Posted on Dec 15, 2015 By copyninja under devops

In my previous post on systemd-nspawn I mentioned, I was unclear on how to persist resource control options for a container. Today I accidentally discovered how can the property be persisted across boot without modifying service file or writing custom service file for container. It is done using systemctl set-property

To set CPUAccounting and CPUShares for a container we need to run following command.

systemctl set-property systemd-nspawn@container.service  CPUACCounting=1 CPUShares=200

This actually persists these settings at location, /etc/systemd/systemd-nspawn@container.service.d/ folder. So in our case there will be 2 files created under above location by name 50-CPUAccounting.conf and 50-CPUShares.conf with following contents.

# 50-CPUAccounting.conf
[Service]
CPUAccounting=yes

# 50-CPUShares.conf
[Service]
CPUShares=200

Today when I discovered this folder and saw the file contents, I became curious and started to wonder who created this folder. The look at systemctl man page made showed me this.

set-property NAME ASSIGNMENT...

Set the specified unit properties at runtime where this is supported. This allows changing configuration parameter properties such as resource control settings at runtime. Not all properties may be changed at runtime, but many resource control settings (primarily those in systemd.resource-control(5)) may.

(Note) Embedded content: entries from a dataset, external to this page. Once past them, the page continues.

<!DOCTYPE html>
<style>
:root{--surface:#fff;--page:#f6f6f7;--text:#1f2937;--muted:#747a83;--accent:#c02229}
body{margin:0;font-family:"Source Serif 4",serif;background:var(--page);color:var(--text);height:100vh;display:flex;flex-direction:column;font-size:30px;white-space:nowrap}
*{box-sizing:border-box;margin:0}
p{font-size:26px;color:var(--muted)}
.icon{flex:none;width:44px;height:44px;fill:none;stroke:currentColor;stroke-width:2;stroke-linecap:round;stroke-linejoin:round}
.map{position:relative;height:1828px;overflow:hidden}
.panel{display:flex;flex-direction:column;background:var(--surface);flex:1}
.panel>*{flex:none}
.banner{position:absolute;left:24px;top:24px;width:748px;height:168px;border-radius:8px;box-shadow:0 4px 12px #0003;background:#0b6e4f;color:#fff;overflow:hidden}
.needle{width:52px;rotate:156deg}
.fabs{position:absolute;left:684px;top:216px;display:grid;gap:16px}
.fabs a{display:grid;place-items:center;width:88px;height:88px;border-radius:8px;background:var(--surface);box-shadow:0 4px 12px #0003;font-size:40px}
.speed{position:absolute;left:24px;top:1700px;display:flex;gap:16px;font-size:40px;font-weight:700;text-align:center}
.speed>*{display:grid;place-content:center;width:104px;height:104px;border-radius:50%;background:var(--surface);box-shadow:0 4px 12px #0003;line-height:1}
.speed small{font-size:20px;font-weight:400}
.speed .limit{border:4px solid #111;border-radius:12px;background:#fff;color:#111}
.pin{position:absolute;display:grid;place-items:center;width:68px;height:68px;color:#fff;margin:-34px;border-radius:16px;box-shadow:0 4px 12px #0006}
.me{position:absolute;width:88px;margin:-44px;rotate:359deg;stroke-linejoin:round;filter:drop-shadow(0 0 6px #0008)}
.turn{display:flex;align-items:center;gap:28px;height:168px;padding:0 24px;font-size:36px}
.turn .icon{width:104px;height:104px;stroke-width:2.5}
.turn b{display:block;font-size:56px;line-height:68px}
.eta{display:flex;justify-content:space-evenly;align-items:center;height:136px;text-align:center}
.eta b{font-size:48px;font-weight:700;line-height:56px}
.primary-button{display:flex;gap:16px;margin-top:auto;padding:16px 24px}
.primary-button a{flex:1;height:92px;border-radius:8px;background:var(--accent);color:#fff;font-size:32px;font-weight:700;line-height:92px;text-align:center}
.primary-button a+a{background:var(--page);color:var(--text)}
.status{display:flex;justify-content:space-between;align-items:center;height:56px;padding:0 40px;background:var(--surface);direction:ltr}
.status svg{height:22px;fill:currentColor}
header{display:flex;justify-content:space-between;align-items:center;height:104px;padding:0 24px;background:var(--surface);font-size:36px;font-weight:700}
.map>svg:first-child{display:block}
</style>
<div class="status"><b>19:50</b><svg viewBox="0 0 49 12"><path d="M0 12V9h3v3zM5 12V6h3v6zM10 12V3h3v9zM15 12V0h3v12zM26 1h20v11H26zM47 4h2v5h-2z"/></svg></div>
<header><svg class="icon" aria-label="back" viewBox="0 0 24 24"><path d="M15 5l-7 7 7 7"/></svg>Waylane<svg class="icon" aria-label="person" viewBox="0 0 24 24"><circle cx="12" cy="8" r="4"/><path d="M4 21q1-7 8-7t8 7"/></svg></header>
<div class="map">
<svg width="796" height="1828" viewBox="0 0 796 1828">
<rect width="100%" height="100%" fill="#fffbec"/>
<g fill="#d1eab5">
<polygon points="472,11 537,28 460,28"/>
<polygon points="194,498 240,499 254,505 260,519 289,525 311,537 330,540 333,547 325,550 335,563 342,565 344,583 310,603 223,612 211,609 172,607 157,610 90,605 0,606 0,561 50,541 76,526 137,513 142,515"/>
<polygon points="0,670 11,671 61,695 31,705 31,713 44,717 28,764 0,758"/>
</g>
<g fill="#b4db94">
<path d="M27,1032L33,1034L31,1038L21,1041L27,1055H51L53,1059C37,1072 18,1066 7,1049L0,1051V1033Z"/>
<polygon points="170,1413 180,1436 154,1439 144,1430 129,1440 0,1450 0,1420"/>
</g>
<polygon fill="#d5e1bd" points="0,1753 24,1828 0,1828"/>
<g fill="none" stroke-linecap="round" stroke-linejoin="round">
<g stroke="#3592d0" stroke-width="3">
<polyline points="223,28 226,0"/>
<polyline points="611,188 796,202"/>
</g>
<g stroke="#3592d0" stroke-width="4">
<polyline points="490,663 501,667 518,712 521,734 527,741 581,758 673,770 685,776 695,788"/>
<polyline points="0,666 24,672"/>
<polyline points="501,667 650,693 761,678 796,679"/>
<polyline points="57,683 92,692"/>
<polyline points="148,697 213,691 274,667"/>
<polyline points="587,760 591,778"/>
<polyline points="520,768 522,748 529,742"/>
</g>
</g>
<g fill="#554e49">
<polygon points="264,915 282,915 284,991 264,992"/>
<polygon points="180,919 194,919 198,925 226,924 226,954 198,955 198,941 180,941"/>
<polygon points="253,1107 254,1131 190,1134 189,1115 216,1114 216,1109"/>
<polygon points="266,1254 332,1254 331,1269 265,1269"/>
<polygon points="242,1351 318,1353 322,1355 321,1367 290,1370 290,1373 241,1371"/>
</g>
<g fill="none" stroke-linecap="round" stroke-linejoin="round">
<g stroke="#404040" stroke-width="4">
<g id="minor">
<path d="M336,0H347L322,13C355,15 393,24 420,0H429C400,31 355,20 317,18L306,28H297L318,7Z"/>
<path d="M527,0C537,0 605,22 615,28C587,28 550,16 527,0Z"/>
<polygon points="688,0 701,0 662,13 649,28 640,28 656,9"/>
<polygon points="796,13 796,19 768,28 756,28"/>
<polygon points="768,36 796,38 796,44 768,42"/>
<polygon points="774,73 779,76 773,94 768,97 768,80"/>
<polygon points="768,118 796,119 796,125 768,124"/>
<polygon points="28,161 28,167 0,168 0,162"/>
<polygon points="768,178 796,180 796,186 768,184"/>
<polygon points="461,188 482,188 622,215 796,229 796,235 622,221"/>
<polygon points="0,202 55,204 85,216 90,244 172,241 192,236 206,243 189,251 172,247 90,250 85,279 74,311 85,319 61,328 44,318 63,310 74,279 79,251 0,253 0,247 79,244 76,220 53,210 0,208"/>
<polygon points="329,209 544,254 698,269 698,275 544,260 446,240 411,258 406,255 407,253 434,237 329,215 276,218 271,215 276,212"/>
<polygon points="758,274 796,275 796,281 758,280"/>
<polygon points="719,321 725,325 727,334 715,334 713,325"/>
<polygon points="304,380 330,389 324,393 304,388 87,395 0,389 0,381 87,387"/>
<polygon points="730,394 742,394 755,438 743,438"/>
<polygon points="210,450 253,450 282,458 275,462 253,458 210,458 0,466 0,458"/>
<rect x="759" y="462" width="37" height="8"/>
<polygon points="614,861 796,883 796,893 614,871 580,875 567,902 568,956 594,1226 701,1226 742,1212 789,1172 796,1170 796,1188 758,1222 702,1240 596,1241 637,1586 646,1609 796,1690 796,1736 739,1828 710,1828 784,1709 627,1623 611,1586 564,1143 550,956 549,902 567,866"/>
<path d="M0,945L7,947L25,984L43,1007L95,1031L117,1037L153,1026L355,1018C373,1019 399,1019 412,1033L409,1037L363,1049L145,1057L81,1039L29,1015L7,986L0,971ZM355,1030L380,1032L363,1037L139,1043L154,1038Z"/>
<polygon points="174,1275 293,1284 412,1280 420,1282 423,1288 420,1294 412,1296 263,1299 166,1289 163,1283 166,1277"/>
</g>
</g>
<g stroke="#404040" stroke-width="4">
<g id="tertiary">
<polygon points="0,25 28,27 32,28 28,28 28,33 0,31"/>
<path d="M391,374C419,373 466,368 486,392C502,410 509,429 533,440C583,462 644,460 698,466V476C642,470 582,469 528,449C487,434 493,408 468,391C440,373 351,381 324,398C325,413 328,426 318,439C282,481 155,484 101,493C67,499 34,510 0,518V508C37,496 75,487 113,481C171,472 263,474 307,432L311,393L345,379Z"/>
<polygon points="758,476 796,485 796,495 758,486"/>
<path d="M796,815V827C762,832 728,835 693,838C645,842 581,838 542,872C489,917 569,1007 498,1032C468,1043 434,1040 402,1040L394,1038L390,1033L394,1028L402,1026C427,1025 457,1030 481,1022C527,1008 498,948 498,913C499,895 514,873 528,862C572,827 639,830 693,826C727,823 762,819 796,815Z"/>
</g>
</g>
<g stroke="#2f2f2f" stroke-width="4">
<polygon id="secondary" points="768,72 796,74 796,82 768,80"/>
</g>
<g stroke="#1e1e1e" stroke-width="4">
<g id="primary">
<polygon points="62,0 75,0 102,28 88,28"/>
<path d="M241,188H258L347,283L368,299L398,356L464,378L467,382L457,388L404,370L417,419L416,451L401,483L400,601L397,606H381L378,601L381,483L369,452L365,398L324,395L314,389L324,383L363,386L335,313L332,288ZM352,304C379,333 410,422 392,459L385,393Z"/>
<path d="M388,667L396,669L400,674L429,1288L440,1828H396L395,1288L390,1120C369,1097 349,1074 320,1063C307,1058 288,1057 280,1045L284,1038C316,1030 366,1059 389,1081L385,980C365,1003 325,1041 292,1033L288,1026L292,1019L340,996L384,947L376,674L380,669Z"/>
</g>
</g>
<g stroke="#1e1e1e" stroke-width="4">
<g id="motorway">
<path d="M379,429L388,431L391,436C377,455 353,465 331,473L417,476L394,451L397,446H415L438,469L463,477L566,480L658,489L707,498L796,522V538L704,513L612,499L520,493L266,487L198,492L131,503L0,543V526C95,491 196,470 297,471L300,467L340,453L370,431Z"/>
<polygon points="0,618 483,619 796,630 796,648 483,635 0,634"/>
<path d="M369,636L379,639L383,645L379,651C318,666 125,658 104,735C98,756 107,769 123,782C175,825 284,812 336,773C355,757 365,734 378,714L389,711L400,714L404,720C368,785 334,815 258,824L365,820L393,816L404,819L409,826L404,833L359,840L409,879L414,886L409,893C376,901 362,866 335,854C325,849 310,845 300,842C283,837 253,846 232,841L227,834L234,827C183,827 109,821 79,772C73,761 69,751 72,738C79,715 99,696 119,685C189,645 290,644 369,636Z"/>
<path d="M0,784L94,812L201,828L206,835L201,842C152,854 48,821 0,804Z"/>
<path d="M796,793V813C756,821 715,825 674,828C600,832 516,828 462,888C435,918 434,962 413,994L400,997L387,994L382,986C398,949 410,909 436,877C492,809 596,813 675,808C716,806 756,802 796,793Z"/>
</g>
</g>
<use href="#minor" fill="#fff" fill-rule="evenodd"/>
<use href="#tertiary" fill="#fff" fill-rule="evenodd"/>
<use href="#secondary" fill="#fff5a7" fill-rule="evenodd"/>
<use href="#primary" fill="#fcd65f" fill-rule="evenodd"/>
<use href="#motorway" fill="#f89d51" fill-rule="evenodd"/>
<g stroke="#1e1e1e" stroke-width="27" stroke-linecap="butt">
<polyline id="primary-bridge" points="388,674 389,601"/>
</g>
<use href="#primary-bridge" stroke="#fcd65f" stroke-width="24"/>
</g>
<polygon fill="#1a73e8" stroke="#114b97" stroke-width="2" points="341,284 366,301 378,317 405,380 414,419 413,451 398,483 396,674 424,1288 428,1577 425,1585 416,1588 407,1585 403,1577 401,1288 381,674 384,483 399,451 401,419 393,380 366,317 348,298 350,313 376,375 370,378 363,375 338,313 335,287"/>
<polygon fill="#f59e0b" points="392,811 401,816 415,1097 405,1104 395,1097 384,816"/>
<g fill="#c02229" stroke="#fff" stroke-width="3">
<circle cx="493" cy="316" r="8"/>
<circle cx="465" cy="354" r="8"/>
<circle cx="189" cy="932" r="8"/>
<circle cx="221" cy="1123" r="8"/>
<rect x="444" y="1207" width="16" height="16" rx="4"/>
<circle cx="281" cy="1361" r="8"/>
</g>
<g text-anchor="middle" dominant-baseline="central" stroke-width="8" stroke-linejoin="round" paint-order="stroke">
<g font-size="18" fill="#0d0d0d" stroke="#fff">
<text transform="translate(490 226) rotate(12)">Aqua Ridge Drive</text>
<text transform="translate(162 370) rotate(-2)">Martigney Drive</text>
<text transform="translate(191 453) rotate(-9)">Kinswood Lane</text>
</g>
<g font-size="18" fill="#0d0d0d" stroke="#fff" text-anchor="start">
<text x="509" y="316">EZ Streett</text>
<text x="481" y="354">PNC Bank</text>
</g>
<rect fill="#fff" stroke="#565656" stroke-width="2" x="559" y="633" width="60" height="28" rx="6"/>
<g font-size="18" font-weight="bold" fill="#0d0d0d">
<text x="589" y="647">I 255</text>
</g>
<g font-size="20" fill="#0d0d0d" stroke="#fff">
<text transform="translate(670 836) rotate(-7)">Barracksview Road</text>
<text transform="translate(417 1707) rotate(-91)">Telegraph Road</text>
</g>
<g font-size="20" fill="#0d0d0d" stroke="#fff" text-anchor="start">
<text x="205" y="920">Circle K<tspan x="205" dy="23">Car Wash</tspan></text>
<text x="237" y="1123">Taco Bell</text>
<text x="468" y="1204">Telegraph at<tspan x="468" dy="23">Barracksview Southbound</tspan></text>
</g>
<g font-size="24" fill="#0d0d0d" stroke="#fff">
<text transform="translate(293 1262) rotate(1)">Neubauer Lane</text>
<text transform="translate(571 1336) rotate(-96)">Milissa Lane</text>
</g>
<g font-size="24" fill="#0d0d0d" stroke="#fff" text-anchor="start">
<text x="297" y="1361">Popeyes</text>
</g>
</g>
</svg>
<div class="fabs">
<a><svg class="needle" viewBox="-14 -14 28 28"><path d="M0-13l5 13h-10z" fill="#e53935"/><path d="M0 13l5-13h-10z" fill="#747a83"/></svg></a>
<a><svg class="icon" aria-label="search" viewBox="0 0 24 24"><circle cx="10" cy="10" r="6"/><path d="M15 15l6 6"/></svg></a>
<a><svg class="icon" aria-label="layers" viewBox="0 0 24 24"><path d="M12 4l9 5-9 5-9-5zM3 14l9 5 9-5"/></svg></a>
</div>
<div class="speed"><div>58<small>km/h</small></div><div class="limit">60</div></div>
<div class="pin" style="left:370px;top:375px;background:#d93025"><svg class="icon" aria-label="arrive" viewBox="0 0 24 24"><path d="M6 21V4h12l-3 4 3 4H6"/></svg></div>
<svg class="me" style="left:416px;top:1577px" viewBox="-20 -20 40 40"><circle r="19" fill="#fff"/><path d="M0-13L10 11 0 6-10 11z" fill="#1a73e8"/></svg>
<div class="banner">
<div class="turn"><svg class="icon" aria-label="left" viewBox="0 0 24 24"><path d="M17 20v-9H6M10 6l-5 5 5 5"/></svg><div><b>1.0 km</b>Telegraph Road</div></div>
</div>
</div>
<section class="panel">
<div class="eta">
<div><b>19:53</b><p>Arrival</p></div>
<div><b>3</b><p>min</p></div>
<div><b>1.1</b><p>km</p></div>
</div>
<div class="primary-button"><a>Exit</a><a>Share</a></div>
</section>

The changes are applied instantly, and stored on disk for future boots, unless --runtime is passed, in which case the settings only apply until the next reboot. The syntax of the property assignment follows closely the syntax of assignments in unit files.

Example: systemctl set-property foobar.service CPUShares=777

Note that this command allows changing multiple properties at the same time, which is preferable over setting them individually. Like unit file configuration settings, assigning the empty list to list parameters will reset the list.

I did remember doing this for my container and hence it became clear these files are actually written by systemctl set-property.

In case you don't want to persist the properties across boot you can simply pass --runtime switch.

Basically this is not just for container, resource control can be thus applied to any running service on the system. This is actually cool.